Only days until the Financial Conduct Authority… TCC guiding you through change… email info@theconsultingconsortium.com to discuss how we can help you.

Good Afternoon, 18 May 2012

Compliance News - 25 November 2011

CC:ME WEEK ENDED 25 NOVEMBER 2011

FSA – FINES AND BANS HEDGE FUND COMPLIANCE OFFICER

The Financial Services Authority (FSA) has fined a former Compliance Officer £14,000, reduced from £20,000 for settlement, and banned her from performing any significant influence function in regulated financial services for breaching Principle 6 of the FSA’s Statements of Principle for Approved Persons.   The individual was Compliance Officer at a hedge fund management company based in London (and Milan).

In the wake of the collapse of Lehman Brothers, the investment strategy adopted by the hedge fund management company for the fund it managed resulted in losses totalling approximately 85% of the fund’s total assets under management. To conceal the losses, in late 2008, a senior employee at the firm entered into a number of contracts, on behalf of investment funds managed by the firm, for the purchase and resale of a bond (the Bond).

Various investors raised concerns that the Bond was of doubtful provenance and legitimacy, and the firm’s Prime Broker resigned as a result of its concerns. The Compliance Officer failed to consider the reasons for the Prime Broker resigning and, despite being aware of the investors´ concerns about the Bond, she failed to properly investigate those concerns or act upon the information.

In doing so, she did not engage with her responsibilities as Compliance Officer and therefore failed to act with due skill and care. She relied wrongly on another employee of the firm, and on her belief that external lawyers were instructed and would have acted on concerns as appropriate.

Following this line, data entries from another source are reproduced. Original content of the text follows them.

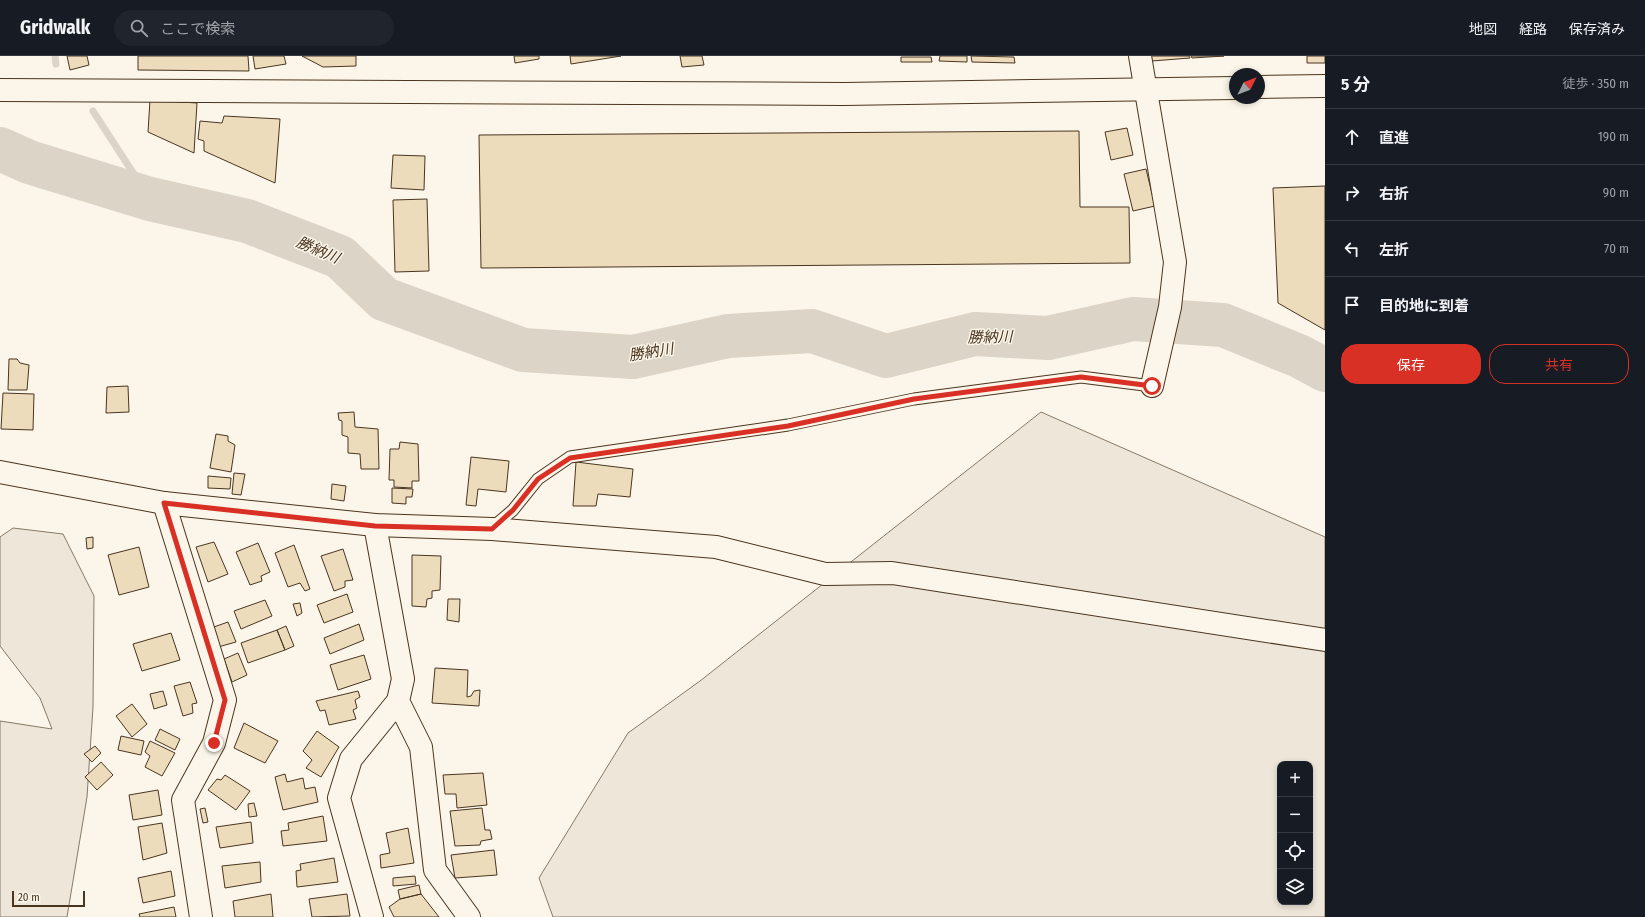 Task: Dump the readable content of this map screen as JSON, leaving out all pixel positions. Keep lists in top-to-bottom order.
{
  "water": ["勝納川"],
  "scale_bar": "20 m",
  "north": "top right",
  "page": {
    "header": "Gridwalk",
    "search": "ここで検索",
    "nav": ["地図", "経路", "保存済み"],
    "heading": ["5 分", "徒歩 · 350 m"],
    "list": [
      ["直進", "190 m"],
      ["右折", "90 m"],
      ["左折", "70 m"],
      "目的地に到着"
    ],
    "buttons": ["保存", "共有"],
    "map_buttons": ["+", "−"],
    "scale": "20 m"
  }
} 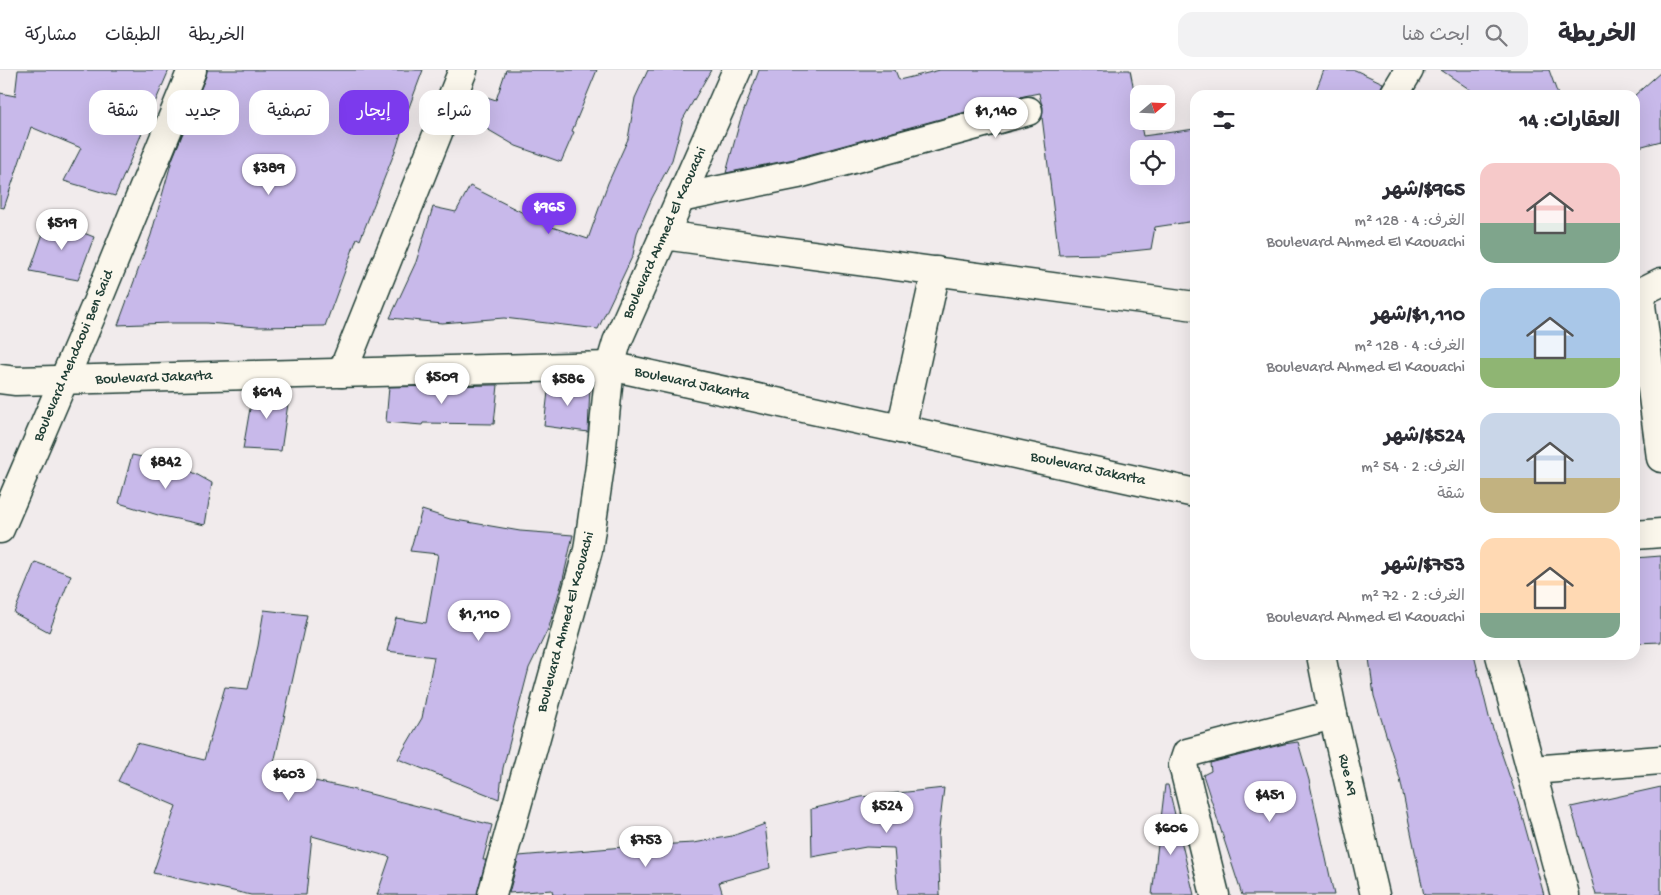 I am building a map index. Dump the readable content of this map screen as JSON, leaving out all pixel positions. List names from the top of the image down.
{
  "streets": {
    "street": [
      "Boulevard Ahmed El Kaouachi",
      "Boulevard Mehdaoui Ben Said",
      "Boulevard Jakarta",
      "Rue A9"
    ]
  },
  "crossings": [
    ["Boulevard Ahmed El Kaouachi", "Boulevard Jakarta"],
    ["Boulevard Mehdaoui Ben Said", "Boulevard Jakarta"]
  ],
  "north": "right",
  "page": {
    "header": "الخريطة",
    "search": "ابحث هنا",
    "nav": ["الخريطة", "الطبقات", "مشاركة"],
    "chip": [
      "شراء",
      "إيجار",
      "تصفية",
      "جديد",
      "شقة"
    ],
    "heading": "العقارات: 14",
    "price": [
      "$1,140",
      "$389",
      "$965",
      "$519",
      "$509",
      "$586",
      "$614",
      "$842",
      "$1,110",
      "$603",
      "$451",
      "$524",
      "$606",
      "$753"
    ],
    "list": [
      {
        "name": "$965/شهر",
        "note": "الغرف: 4 · 128 m² · Boulevard Ahmed El Kaouachi"
      },
      {
        "name": "$1,110/شهر",
        "note": "الغرف: 4 · 128 m² · Boulevard Ahmed El Kaouachi"
      },
      {
        "name": "$524/شهر",
        "note": "الغرف: 2 · 54 m² · شقة"
      },
      {
        "name": "$753/شهر",
        "note": "الغرف: 2 · 72 m² · Boulevard Ahmed El Kaouachi"
      }
    ]
  }
} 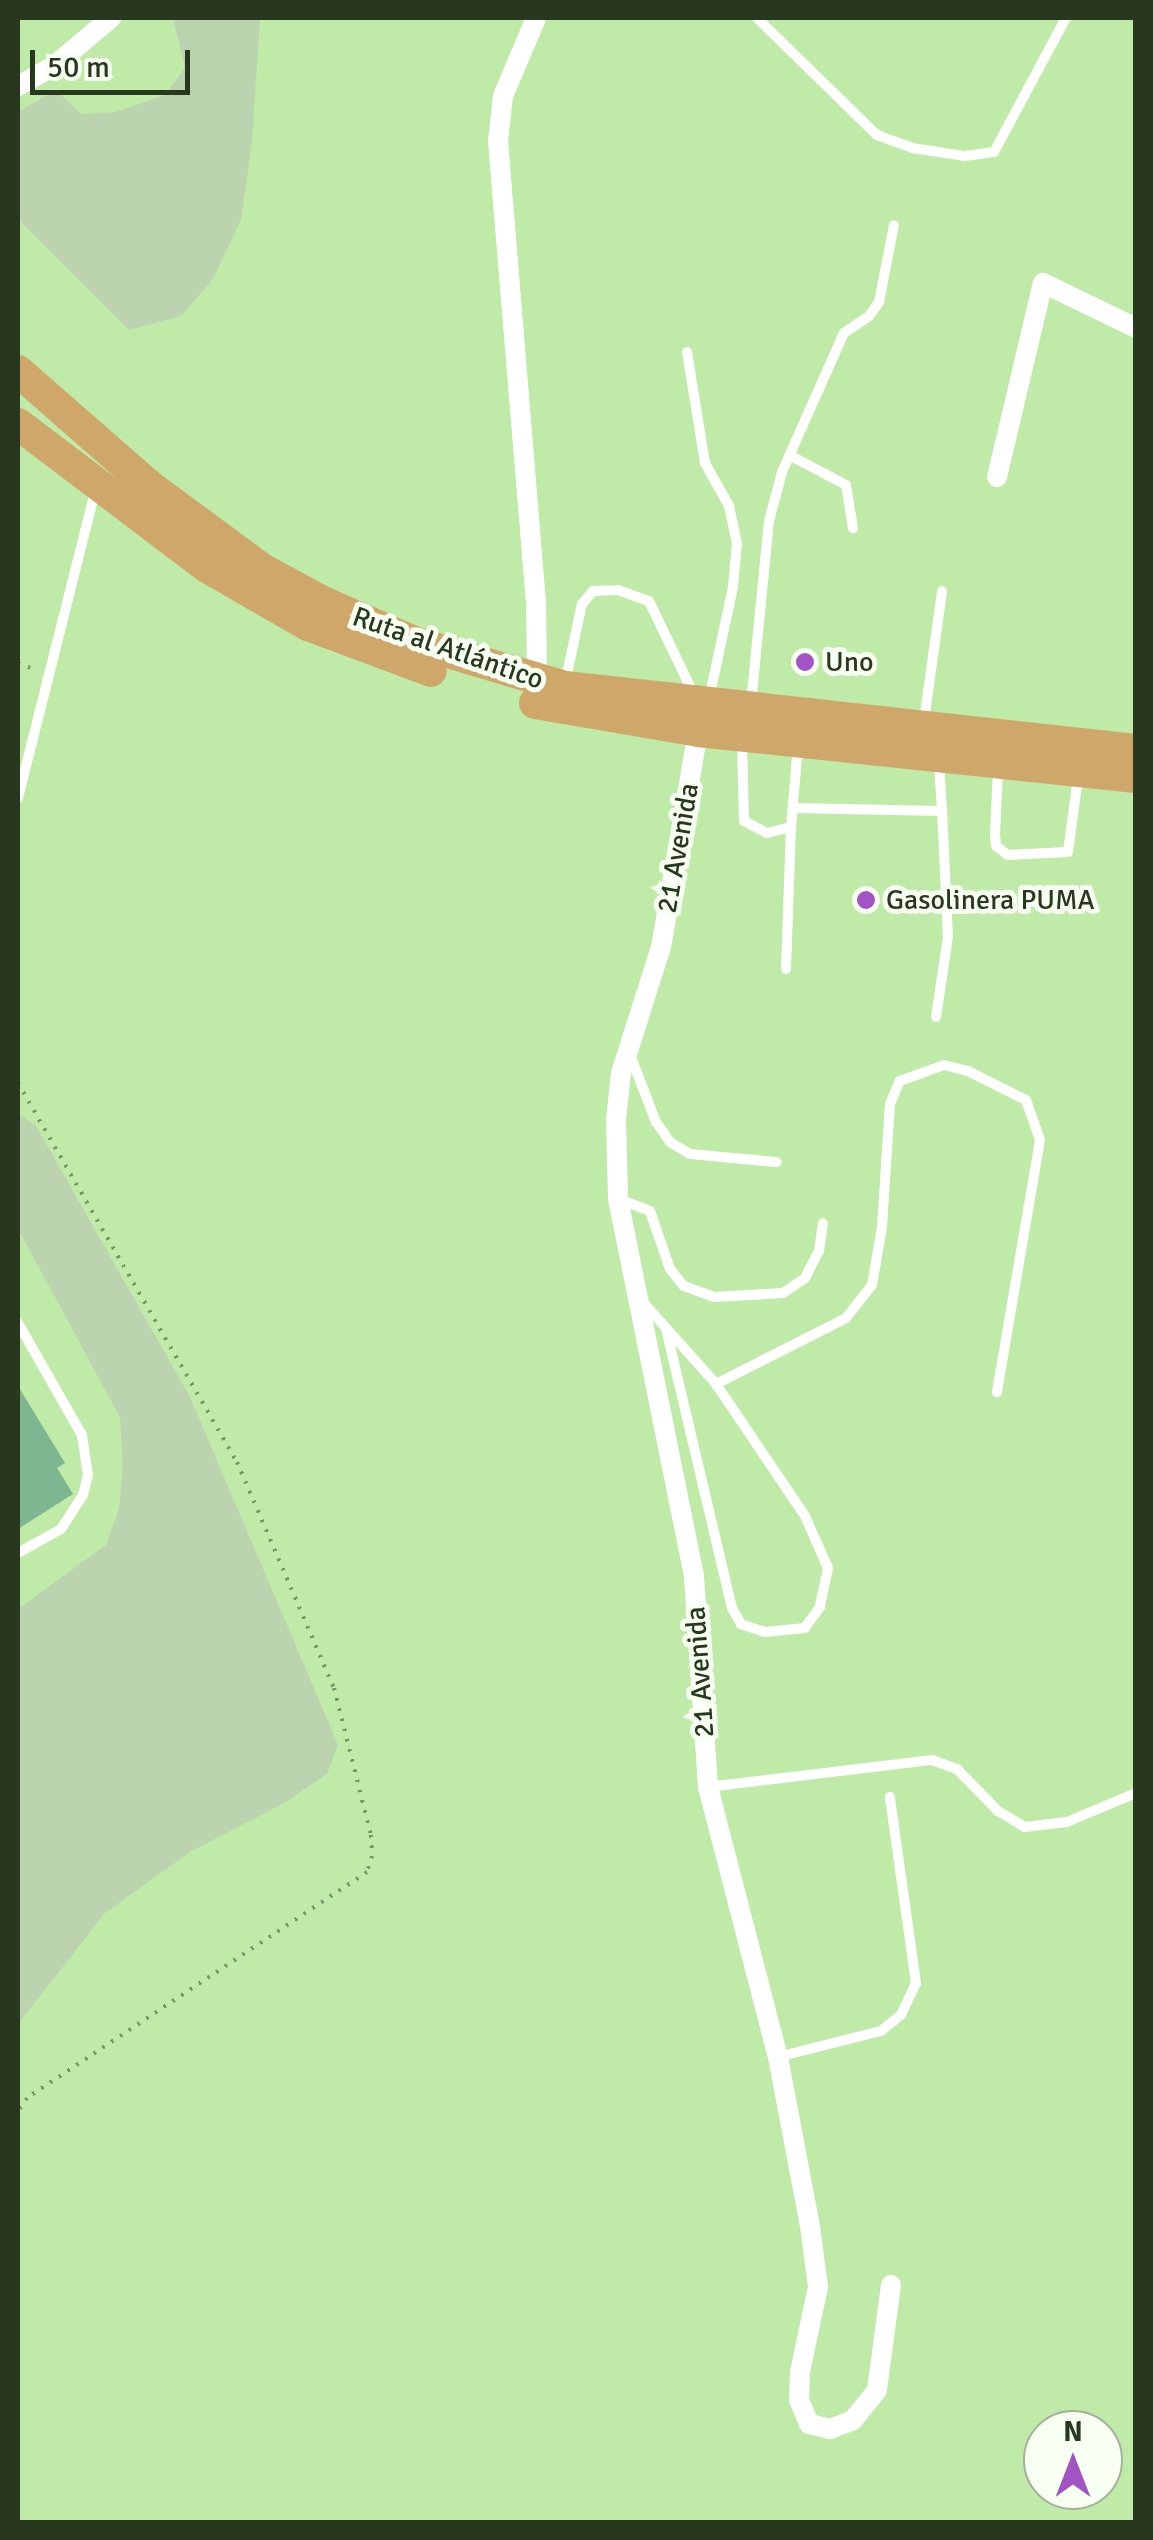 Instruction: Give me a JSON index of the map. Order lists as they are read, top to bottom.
{
  "streets": {
    "highway": ["Ruta al Atlántico"],
    "street": ["21 Avenida"]
  },
  "crossings": [
    ["Ruta al Atlántico", "21 Avenida"]
  ],
  "places": ["Uno", "Gasolinera PUMA"],
  "scale_bar": "50 m",
  "north": "top"
}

Tracey McDermott, acting director of enforcement and financial crime, said:   The 'failure, as Compliance Officer, to challenge a colleague, investigate and act on the information she received, resulted in [the firm] and the FSA being unable to take appropriate action.   The individual “took far too narrow a view of her role as a Compliance Officer. She failed to understand the importance of her role and the wider regulatory obligations it brings.   'The FSA is committed to driving up standards across the industry and will take robust action against those who do not meet our standards.''

Source: Financial Services Authority
FSA website



FSA – TWO ARRESTS OF UNAUTHORISED INVESTMENT ADVISERS
 
The Financial Services Authority (FSA) has taken action against two individuals suspected of providing financial advice when not authorised to do so and making misleading statements to investors.
 
With the assistance of the West Midlands Police, the FSA executed search warrants on three premises in the West Midlands and two individuals were arrested.  Nobody has been charged at this stage in connection with the FSA’s investigation which is ongoing.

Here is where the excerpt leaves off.